• [Your assignment]
This exercise asks for every line of the material that includes the word "Возрождение".

• [Extracted records]

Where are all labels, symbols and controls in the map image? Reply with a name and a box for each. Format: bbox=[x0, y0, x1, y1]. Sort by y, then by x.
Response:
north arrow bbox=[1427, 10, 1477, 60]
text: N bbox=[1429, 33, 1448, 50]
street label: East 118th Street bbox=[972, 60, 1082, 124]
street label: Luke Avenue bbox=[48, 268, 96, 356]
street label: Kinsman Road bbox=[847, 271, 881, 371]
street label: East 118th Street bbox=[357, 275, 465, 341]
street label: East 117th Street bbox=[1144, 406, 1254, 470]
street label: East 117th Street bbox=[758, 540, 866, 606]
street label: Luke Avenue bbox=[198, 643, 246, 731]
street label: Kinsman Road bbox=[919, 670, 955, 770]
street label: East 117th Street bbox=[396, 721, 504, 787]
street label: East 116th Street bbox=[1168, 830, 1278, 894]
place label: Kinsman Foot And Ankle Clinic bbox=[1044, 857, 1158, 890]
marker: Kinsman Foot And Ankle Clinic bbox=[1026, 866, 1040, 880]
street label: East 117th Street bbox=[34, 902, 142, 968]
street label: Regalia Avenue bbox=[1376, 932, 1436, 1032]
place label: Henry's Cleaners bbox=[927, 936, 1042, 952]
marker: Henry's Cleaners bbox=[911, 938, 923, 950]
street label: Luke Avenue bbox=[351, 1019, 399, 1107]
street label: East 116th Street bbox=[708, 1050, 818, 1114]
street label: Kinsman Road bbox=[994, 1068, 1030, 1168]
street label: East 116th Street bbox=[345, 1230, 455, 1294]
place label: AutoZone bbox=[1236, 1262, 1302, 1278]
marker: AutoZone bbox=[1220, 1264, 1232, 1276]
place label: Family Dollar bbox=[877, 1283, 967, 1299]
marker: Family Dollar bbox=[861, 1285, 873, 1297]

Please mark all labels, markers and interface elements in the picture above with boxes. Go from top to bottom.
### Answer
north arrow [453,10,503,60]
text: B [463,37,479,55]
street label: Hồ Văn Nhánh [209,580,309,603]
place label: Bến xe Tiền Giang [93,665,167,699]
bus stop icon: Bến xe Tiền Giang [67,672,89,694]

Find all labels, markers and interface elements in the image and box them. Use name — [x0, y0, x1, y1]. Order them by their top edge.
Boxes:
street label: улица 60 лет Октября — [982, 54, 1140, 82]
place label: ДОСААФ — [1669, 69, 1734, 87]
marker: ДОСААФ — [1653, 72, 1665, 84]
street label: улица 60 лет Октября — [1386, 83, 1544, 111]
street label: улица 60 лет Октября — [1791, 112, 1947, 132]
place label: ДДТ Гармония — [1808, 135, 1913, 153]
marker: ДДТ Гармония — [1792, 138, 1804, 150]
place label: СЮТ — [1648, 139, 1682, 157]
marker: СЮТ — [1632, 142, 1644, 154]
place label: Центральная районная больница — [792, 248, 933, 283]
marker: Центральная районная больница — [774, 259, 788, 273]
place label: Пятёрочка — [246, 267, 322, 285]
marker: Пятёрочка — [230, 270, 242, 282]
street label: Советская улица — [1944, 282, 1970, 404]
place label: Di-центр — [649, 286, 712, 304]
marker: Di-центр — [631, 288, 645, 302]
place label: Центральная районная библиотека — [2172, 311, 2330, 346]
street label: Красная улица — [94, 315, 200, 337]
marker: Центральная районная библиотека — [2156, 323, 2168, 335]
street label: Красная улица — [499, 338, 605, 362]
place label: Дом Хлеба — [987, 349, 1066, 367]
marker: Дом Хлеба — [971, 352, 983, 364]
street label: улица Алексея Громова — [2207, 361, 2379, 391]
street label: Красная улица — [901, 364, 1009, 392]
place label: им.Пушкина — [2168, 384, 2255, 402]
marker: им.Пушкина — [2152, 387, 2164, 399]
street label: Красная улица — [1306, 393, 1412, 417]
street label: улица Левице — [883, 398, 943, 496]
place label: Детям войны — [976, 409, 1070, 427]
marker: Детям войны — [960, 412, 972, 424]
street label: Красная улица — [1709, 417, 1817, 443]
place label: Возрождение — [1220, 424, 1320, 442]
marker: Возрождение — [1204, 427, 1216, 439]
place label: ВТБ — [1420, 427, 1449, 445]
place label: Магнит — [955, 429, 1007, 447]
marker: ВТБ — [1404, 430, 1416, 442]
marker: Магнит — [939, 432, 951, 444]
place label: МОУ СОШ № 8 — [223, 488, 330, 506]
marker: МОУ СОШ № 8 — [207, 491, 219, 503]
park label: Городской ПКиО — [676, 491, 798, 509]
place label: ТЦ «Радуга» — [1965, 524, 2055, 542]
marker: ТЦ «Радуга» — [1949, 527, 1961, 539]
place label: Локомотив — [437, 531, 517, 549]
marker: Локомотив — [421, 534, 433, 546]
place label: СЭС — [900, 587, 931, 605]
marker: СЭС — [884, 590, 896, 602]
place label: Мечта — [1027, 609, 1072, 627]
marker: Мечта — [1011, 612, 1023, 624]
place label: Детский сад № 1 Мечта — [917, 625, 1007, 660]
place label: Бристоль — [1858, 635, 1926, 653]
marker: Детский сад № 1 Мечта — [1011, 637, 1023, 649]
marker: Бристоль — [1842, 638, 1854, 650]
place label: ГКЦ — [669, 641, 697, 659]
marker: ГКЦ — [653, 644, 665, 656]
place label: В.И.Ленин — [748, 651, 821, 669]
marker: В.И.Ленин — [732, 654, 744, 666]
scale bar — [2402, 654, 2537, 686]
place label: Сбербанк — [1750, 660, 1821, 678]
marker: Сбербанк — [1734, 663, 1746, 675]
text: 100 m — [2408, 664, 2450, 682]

• [Answer section]
place label: Возрождение — [1220, 424, 1320, 442]
marker: Возрождение — [1204, 427, 1216, 439]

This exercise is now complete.